Hadron is a composite particle which is made of several quarks. The most familiar hadrons might be proton and/or neutron, responsible for most of the mass of the matter on the earth. It is widely accepted that the Higgs boson, discovered in July 2012 at CERN, gives the mass of elementary particles. However, Higgs mechanism explains only a few percent of the mass of hadron, and it is still open how hadron acquires its mass. For example, the proton mass is 938 MeV/c^2, whereas the bare mass of light quark (up/down quark) is only a few MeV/c^2.
How can we explain about such a large mass of hadron? As an explanation for origin of the hadron mass, the theory of “spontaneous breaking of chiral symmetry” formulated by Yoichiro Nambu in 1961 (Nobel prize in Physics, 2008). According to this theory, the breaking of chiral symmetry induces condensation of the quark-antiquark pair and hadron emerges as an excited state of QCD vacuum (Figure 1).

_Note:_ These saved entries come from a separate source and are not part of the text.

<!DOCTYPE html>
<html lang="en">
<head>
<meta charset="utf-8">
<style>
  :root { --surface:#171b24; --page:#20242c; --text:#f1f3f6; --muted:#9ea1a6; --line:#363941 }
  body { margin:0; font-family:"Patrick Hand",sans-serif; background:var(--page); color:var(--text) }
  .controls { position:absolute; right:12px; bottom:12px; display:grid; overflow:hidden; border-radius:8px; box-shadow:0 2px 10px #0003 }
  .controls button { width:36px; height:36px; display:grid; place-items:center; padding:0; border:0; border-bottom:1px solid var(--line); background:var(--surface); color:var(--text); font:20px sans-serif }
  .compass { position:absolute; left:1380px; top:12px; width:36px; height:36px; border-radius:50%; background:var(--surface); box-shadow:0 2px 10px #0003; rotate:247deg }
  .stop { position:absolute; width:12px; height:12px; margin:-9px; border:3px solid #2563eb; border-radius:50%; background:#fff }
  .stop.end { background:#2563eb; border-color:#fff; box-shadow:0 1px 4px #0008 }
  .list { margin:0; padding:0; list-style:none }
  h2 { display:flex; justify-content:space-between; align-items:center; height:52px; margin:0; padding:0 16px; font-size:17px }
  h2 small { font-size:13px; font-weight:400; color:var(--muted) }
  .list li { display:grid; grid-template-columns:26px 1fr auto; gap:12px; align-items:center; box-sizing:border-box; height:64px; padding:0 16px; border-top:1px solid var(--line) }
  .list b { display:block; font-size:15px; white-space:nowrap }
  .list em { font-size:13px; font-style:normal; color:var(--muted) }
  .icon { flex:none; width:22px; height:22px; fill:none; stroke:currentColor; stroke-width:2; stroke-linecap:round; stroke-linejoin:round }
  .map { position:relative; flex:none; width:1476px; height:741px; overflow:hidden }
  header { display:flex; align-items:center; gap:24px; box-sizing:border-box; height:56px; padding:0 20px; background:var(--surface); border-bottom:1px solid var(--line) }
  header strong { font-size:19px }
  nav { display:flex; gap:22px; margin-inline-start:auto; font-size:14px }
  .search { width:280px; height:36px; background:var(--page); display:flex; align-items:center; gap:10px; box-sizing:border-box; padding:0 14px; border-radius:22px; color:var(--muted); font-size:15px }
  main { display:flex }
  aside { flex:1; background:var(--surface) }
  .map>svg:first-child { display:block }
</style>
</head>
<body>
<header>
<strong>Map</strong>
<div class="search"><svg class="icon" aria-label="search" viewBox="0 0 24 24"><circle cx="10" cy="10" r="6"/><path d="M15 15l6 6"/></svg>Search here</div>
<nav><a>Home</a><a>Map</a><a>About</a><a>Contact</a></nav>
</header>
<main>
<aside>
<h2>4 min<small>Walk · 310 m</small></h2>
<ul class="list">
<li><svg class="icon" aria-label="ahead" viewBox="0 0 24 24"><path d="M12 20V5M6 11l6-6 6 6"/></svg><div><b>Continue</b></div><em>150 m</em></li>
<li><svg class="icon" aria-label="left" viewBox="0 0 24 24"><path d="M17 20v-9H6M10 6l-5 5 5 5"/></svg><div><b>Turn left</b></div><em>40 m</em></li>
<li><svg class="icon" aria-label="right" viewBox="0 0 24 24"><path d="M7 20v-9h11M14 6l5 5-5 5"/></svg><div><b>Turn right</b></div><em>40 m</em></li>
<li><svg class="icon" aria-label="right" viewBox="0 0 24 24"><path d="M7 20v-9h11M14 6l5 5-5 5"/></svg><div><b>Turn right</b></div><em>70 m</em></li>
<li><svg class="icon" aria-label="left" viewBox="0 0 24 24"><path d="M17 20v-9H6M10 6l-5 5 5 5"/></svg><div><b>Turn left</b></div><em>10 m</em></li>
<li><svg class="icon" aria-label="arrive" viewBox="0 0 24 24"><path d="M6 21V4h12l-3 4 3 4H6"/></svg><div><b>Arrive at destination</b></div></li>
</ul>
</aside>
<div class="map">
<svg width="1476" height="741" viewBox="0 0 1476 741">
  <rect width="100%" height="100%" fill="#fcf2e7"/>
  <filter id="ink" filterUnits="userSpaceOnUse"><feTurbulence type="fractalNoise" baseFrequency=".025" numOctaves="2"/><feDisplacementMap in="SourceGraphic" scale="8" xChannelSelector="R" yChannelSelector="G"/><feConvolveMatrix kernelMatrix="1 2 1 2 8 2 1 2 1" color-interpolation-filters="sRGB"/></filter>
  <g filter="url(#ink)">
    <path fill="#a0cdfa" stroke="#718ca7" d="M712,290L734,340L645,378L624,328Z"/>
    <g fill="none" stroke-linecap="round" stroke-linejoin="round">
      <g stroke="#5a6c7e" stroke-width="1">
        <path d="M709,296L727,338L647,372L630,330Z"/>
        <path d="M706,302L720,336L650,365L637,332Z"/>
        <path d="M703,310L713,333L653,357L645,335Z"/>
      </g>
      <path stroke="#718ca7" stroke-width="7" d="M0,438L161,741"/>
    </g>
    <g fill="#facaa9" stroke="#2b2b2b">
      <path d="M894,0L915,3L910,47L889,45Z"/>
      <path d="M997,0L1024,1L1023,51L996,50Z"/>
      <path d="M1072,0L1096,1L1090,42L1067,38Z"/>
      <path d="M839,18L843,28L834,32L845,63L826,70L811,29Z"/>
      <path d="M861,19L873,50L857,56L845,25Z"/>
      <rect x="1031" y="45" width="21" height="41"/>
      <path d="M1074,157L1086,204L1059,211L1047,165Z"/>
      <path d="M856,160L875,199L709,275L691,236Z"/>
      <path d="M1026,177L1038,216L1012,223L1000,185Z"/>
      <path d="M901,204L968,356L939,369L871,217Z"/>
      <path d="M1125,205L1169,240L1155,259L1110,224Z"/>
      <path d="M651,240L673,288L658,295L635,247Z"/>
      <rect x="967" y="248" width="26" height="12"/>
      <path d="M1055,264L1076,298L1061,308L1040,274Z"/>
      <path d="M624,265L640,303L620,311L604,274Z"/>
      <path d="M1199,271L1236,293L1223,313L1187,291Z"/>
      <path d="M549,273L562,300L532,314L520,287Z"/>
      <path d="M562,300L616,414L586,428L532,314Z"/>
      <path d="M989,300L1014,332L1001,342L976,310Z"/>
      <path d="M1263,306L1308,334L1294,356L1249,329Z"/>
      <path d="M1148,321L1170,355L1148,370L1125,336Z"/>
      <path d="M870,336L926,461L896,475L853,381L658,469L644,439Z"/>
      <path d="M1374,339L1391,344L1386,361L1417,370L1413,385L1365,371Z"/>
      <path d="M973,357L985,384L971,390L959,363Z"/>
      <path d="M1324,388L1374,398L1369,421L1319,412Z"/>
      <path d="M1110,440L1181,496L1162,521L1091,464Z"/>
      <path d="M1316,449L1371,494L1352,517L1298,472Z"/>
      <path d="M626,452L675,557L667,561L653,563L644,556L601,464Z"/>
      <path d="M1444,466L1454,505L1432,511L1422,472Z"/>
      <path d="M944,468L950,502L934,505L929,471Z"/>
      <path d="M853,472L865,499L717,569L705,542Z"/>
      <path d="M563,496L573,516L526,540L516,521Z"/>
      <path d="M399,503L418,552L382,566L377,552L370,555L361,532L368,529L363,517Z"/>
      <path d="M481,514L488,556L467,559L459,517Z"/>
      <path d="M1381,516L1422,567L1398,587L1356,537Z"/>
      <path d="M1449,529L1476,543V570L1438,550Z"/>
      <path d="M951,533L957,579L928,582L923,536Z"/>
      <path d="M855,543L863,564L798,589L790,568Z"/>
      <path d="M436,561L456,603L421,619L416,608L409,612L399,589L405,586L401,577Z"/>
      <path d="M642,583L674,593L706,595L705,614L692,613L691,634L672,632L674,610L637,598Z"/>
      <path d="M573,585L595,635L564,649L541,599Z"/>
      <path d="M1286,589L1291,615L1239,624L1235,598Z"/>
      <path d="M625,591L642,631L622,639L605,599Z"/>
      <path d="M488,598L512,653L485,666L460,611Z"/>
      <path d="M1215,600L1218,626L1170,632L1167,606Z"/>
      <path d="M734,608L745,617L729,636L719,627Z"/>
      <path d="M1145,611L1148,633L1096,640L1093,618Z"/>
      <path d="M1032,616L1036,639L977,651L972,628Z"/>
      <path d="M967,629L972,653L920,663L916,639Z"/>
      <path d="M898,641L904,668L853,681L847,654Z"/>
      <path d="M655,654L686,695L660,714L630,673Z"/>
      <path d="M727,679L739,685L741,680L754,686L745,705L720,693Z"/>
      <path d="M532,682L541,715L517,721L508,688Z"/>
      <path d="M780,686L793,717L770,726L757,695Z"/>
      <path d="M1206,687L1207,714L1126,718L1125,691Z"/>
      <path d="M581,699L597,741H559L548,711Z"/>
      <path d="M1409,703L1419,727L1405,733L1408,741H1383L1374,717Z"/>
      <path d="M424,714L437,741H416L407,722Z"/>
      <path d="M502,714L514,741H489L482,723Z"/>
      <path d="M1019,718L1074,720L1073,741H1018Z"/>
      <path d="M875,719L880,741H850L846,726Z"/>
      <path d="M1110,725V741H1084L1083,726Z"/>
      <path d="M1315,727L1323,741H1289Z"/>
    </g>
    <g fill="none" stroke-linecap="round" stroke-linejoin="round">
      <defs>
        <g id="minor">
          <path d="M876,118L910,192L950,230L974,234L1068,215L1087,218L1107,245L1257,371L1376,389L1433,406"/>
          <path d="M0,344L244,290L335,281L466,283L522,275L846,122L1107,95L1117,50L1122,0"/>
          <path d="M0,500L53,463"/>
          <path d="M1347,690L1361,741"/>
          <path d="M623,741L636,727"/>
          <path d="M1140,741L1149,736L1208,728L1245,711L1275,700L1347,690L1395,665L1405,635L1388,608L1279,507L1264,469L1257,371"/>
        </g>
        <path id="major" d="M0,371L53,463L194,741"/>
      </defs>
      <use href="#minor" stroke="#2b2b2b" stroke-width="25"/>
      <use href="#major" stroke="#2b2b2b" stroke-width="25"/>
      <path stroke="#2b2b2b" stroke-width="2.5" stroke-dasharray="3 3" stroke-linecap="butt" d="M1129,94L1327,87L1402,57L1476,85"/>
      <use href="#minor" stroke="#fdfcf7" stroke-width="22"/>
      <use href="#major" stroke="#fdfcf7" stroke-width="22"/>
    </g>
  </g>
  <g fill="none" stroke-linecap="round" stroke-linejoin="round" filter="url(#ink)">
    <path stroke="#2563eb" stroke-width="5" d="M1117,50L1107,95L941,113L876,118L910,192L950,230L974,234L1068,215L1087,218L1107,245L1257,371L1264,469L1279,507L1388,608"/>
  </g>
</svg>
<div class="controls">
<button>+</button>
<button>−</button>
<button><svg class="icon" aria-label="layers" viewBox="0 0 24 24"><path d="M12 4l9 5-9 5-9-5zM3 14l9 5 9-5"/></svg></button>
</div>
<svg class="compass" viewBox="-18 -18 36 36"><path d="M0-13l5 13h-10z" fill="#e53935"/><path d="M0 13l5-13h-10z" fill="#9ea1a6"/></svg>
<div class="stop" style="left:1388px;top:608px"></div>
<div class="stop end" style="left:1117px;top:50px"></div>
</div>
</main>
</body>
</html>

The condensation of the quark-antiquark pair is an important physical quantity that characterizes spontaneous breaking of chiral symmetry, but it cannot be directly measured directly at laboratory. However, under the condition of high temperature and/or high density like the early universe, it is predicted that the amount of quark condensation decreases due to the recovery of the chiral symmetry (Figure 2).
Measurements of the hadron mass in various conditions is a key to clarify the contribution of quark condensation for the mass. In the J-PARC E16 experiment, we aim to verify the theory which relates quark condensation to the mass of the hadron, by measuring hadron mass inside a nucleus.
The experiments are performed at J-PARC (Japan Proton Accelerator Research Complex), Tokai village, Ibaraki prefecture, Japan. The new beamline named as “high momentum proton beamline (high-p)” is constructed in spring 2020 and provides primary protons into the experimental area.
We measure the mass of phi meson produced in pA reactions using electron pairs (dileptons), which are not affected by the strong interaction. The phi meson is sensitive for the mass-modification since because its decay width (4 MeV/c^2) is sufficiently narrow compared to its mass (1020 MeV/c^2).
Unfortunately, the branching ratio of dilepton decay of phi meson is very small (10^-4), which makes difficult to acquire enough statistics. By using the high intensity proton beamline and the spectrometer with high rate capability which surrounds large solid angles, we plan to accumulate the enormous statistics.
In spring 2020, the construction of almost all the detectors has been completed. The E16 experiment is now about to acquire physical data. And this important experiment leads future experiments in the high-p beamline.